▶ _Task to carry out_
Give back exactly the stretch of data below from the line holding "M461,145l63,30 -22,46 -63,-30z" through the line holding "M289,508l8,4 -3,11 -8,-2z", both ends included, and leave the remaining lines out.

*** Records shown ***

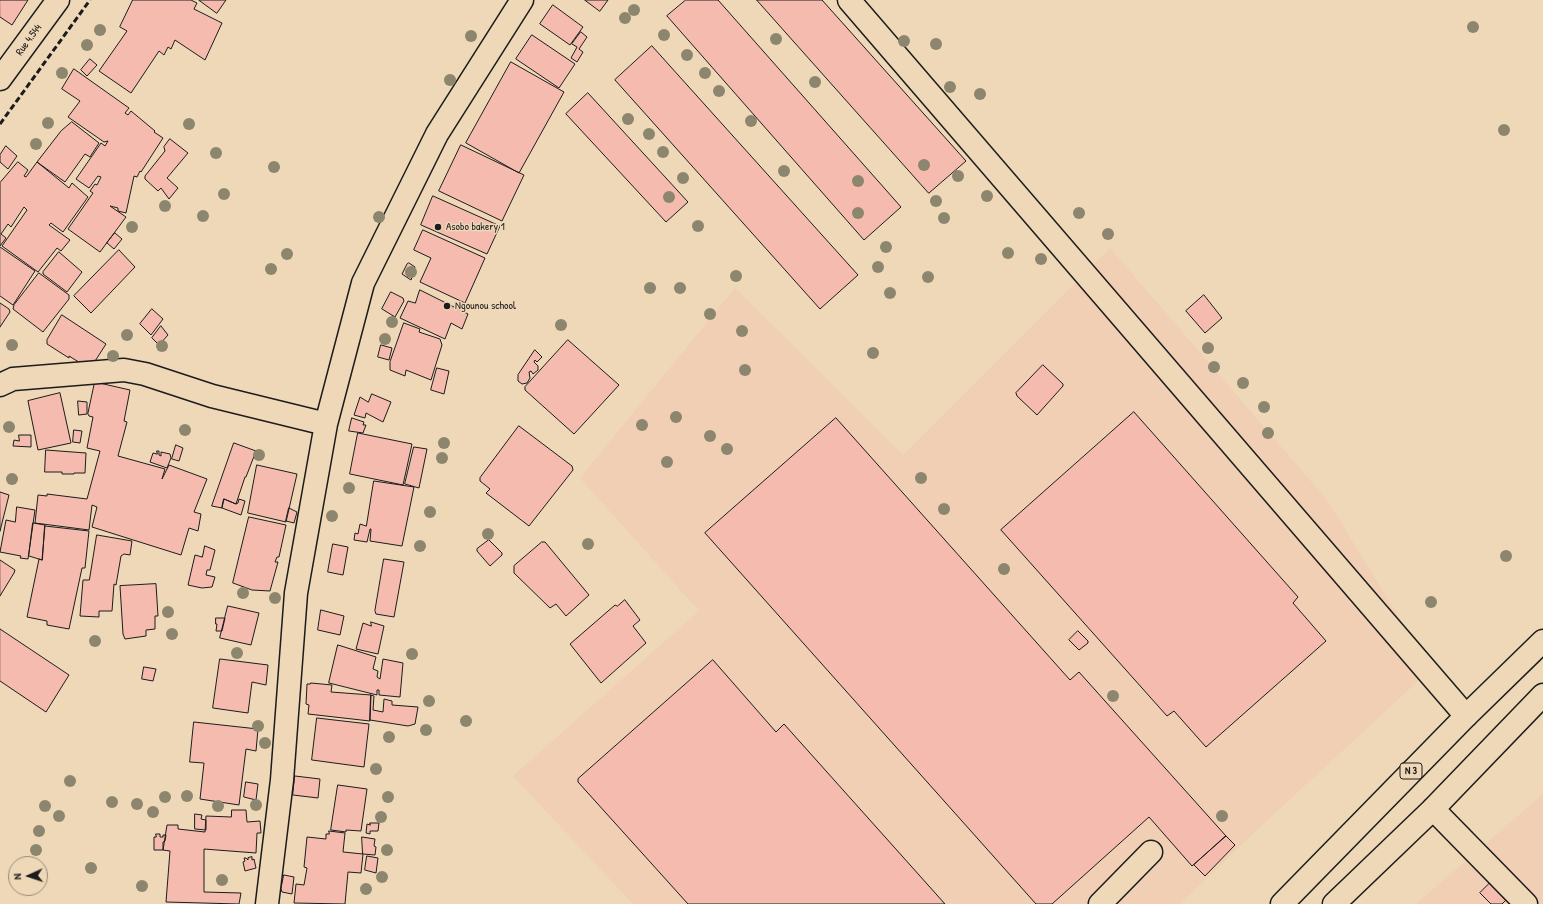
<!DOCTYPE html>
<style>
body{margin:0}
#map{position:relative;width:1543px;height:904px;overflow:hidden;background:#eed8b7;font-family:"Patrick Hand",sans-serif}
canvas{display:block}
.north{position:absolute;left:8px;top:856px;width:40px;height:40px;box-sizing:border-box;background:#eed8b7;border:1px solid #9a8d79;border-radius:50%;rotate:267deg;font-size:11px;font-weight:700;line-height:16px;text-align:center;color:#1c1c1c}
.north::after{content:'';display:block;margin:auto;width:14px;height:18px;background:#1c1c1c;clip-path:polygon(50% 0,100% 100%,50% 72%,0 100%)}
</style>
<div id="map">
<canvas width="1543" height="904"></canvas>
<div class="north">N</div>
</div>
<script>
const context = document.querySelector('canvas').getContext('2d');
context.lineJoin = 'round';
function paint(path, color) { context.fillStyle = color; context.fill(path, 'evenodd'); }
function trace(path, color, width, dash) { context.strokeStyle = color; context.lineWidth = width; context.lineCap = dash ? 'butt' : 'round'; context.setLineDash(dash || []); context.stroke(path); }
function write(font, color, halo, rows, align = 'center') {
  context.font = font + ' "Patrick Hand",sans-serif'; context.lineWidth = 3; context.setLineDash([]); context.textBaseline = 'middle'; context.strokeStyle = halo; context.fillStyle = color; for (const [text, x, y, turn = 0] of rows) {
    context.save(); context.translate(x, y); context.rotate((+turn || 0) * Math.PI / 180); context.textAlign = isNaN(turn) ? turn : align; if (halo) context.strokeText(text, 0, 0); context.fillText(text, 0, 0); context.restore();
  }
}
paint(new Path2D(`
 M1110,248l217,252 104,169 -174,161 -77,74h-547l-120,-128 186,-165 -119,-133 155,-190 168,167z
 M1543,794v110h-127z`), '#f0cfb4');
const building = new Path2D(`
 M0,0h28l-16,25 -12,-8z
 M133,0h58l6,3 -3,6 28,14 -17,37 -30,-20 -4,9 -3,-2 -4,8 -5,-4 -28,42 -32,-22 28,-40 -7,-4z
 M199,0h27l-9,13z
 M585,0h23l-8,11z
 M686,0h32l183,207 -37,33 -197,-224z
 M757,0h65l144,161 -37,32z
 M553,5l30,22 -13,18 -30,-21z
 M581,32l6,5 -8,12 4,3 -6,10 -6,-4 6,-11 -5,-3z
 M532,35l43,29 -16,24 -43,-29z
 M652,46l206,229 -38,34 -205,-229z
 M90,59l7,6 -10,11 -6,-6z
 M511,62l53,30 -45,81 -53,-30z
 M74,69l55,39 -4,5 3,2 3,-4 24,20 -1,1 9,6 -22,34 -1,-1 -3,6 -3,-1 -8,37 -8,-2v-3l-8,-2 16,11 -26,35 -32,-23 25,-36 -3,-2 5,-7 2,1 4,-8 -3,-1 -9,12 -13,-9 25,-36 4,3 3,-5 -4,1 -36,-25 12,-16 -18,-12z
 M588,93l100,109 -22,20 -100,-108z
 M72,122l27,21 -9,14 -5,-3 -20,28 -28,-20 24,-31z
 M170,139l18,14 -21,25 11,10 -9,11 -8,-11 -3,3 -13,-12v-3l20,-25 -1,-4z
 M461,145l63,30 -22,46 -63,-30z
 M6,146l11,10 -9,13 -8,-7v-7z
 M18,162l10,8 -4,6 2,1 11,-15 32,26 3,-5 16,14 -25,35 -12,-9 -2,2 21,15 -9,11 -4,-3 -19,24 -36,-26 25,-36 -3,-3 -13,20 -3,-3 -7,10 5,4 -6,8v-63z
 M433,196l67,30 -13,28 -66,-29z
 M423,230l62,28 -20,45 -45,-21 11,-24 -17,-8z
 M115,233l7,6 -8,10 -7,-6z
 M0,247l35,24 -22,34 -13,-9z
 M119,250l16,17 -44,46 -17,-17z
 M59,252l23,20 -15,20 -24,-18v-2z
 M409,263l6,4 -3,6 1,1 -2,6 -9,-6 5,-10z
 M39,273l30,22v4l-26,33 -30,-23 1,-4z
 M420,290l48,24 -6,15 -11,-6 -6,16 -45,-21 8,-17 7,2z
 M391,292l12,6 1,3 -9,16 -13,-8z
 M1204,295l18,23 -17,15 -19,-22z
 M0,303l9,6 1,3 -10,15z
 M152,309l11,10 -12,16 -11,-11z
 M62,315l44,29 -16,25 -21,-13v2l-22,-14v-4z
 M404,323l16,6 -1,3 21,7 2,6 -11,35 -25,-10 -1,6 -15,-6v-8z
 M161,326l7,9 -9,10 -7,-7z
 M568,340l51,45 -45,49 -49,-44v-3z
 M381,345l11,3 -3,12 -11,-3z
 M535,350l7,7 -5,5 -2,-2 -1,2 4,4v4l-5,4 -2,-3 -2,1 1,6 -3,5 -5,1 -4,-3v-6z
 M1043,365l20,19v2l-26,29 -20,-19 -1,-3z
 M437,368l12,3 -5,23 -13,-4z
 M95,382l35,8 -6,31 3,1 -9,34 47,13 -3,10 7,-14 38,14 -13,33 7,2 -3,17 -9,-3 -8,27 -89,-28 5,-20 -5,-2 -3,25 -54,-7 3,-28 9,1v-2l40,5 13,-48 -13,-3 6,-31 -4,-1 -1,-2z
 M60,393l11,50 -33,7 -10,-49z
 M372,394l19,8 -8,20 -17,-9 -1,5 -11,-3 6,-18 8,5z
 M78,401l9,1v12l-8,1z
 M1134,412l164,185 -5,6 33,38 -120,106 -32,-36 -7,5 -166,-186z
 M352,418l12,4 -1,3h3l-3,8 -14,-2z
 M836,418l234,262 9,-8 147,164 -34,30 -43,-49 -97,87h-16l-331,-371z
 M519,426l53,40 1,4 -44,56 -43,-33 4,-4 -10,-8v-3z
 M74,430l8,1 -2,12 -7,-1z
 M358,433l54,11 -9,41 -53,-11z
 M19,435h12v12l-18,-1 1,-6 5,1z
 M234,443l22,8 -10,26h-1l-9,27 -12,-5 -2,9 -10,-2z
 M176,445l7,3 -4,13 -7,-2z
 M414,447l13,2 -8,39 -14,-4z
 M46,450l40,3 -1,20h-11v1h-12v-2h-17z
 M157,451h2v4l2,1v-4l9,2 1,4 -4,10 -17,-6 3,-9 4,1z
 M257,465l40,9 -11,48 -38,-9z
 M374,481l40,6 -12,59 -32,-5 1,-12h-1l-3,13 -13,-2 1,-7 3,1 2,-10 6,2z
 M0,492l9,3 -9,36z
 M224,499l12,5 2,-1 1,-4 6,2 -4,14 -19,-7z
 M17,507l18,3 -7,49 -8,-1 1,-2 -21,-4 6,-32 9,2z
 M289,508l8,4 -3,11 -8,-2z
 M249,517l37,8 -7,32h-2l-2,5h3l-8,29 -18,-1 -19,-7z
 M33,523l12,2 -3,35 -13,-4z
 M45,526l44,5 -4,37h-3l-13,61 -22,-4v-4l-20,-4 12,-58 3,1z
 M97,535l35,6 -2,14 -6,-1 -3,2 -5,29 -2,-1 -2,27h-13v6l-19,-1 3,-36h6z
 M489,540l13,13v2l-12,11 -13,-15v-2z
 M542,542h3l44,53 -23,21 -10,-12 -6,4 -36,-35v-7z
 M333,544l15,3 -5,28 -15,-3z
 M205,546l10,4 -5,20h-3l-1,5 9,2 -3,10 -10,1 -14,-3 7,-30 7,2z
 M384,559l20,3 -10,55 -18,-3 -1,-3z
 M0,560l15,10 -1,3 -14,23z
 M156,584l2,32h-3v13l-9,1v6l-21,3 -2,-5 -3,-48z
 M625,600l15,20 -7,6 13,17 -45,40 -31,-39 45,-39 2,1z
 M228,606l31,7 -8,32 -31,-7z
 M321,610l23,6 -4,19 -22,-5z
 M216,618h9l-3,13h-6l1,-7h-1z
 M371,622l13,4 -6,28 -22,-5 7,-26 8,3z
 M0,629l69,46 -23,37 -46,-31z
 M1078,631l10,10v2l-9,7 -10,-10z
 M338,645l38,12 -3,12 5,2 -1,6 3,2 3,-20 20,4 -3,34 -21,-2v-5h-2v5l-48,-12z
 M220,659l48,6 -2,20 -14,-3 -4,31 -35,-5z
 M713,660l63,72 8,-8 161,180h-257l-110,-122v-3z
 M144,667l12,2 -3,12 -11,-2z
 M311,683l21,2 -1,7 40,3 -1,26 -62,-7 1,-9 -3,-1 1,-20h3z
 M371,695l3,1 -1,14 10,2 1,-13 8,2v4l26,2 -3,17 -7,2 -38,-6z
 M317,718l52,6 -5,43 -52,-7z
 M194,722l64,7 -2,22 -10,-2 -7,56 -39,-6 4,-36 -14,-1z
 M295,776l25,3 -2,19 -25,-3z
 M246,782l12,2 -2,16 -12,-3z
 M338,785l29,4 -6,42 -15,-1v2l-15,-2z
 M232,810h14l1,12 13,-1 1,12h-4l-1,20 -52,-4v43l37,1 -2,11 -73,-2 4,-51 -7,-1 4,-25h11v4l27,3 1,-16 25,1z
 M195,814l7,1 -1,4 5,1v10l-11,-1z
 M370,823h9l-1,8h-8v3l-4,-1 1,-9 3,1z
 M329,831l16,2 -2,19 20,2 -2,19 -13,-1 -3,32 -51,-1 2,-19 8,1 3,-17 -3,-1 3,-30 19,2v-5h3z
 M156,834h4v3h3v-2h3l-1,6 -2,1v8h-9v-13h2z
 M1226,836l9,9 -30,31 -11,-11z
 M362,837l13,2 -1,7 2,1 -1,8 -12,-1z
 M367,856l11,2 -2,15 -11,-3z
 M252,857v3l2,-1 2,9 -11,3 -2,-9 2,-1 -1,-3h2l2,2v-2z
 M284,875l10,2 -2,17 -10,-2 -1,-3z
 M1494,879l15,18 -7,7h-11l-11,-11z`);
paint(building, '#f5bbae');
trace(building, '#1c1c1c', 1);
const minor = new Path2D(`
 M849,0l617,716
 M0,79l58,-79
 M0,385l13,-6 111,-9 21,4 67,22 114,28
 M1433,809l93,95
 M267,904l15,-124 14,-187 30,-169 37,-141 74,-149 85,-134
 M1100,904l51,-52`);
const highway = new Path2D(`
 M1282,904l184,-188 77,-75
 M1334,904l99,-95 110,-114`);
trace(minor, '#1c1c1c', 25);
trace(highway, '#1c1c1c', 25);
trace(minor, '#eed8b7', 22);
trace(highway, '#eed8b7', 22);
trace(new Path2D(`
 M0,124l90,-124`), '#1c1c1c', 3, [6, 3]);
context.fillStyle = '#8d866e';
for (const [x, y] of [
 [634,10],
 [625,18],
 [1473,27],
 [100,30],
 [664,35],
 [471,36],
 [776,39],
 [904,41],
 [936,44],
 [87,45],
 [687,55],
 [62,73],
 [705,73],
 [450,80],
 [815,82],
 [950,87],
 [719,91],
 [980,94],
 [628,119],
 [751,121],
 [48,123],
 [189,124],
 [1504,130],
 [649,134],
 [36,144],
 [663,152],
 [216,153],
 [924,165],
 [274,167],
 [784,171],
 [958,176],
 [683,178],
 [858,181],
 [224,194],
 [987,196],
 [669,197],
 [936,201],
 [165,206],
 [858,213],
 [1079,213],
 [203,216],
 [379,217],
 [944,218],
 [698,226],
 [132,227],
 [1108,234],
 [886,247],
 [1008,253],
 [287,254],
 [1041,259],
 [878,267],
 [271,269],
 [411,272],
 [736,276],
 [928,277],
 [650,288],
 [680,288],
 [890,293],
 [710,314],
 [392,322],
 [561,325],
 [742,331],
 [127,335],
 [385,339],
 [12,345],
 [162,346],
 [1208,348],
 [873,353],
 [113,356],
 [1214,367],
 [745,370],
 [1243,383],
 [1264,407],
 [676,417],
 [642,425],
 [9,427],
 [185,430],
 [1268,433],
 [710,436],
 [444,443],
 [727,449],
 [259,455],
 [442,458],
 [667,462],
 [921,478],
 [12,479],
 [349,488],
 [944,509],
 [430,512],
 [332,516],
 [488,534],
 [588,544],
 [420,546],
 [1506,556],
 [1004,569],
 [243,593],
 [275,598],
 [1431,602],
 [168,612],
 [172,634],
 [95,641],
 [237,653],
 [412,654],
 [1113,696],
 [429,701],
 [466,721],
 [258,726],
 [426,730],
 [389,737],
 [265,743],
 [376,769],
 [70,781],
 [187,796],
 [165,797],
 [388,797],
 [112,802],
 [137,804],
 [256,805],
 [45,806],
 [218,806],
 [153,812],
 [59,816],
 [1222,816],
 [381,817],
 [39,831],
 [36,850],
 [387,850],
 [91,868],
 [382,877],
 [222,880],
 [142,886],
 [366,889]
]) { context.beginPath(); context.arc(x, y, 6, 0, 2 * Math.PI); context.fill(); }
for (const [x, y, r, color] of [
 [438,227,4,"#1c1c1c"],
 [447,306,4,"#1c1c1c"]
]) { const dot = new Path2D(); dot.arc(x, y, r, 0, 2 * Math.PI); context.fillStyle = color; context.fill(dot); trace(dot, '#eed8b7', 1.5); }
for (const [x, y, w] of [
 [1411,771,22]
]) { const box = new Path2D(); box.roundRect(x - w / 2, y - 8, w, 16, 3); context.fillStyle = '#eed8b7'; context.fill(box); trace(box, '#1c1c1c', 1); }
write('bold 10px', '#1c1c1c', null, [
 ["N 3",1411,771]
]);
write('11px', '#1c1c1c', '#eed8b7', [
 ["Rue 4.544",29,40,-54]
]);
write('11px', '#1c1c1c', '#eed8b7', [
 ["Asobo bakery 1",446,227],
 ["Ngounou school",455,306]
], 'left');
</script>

*** End of Records shown ***

▶ _Answer for this exercise_
 M461,145l63,30 -22,46 -63,-30z
 M6,146l11,10 -9,13 -8,-7v-7z
 M18,162l10,8 -4,6 2,1 11,-15 32,26 3,-5 16,14 -25,35 -12,-9 -2,2 21,15 -9,11 -4,-3 -19,24 -36,-26 25,-36 -3,-3 -13,20 -3,-3 -7,10 5,4 -6,8v-63z
 M433,196l67,30 -13,28 -66,-29z
 M423,230l62,28 -20,45 -45,-21 11,-24 -17,-8z
 M115,233l7,6 -8,10 -7,-6z
 M0,247l35,24 -22,34 -13,-9z
 M119,250l16,17 -44,46 -17,-17z
 M59,252l23,20 -15,20 -24,-18v-2z
 M409,263l6,4 -3,6 1,1 -2,6 -9,-6 5,-10z
 M39,273l30,22v4l-26,33 -30,-23 1,-4z
 M420,290l48,24 -6,15 -11,-6 -6,16 -45,-21 8,-17 7,2z
 M391,292l12,6 1,3 -9,16 -13,-8z
 M1204,295l18,23 -17,15 -19,-22z
 M0,303l9,6 1,3 -10,15z
 M152,309l11,10 -12,16 -11,-11z
 M62,315l44,29 -16,25 -21,-13v2l-22,-14v-4z
 M404,323l16,6 -1,3 21,7 2,6 -11,35 -25,-10 -1,6 -15,-6v-8z
 M161,326l7,9 -9,10 -7,-7z
 M568,340l51,45 -45,49 -49,-44v-3z
 M381,345l11,3 -3,12 -11,-3z
 M535,350l7,7 -5,5 -2,-2 -1,2 4,4v4l-5,4 -2,-3 -2,1 1,6 -3,5 -5,1 -4,-3v-6z
 M1043,365l20,19v2l-26,29 -20,-19 -1,-3z
 M437,368l12,3 -5,23 -13,-4z
 M95,382l35,8 -6,31 3,1 -9,34 47,13 -3,10 7,-14 38,14 -13,33 7,2 -3,17 -9,-3 -8,27 -89,-28 5,-20 -5,-2 -3,25 -54,-7 3,-28 9,1v-2l40,5 13,-48 -13,-3 6,-31 -4,-1 -1,-2z
 M60,393l11,50 -33,7 -10,-49z
 M372,394l19,8 -8,20 -17,-9 -1,5 -11,-3 6,-18 8,5z
 M78,401l9,1v12l-8,1z
 M1134,412l164,185 -5,6 33,38 -120,106 -32,-36 -7,5 -166,-186z
 M352,418l12,4 -1,3h3l-3,8 -14,-2z
 M836,418l234,262 9,-8 147,164 -34,30 -43,-49 -97,87h-16l-331,-371z
 M519,426l53,40 1,4 -44,56 -43,-33 4,-4 -10,-8v-3z
 M74,430l8,1 -2,12 -7,-1z
 M358,433l54,11 -9,41 -53,-11z
 M19,435h12v12l-18,-1 1,-6 5,1z
 M234,443l22,8 -10,26h-1l-9,27 -12,-5 -2,9 -10,-2z
 M176,445l7,3 -4,13 -7,-2z
 M414,447l13,2 -8,39 -14,-4z
 M46,450l40,3 -1,20h-11v1h-12v-2h-17z
 M157,451h2v4l2,1v-4l9,2 1,4 -4,10 -17,-6 3,-9 4,1z
 M257,465l40,9 -11,48 -38,-9z
 M374,481l40,6 -12,59 -32,-5 1,-12h-1l-3,13 -13,-2 1,-7 3,1 2,-10 6,2z
 M0,492l9,3 -9,36z
 M224,499l12,5 2,-1 1,-4 6,2 -4,14 -19,-7z
 M17,507l18,3 -7,49 -8,-1 1,-2 -21,-4 6,-32 9,2z
 M289,508l8,4 -3,11 -8,-2z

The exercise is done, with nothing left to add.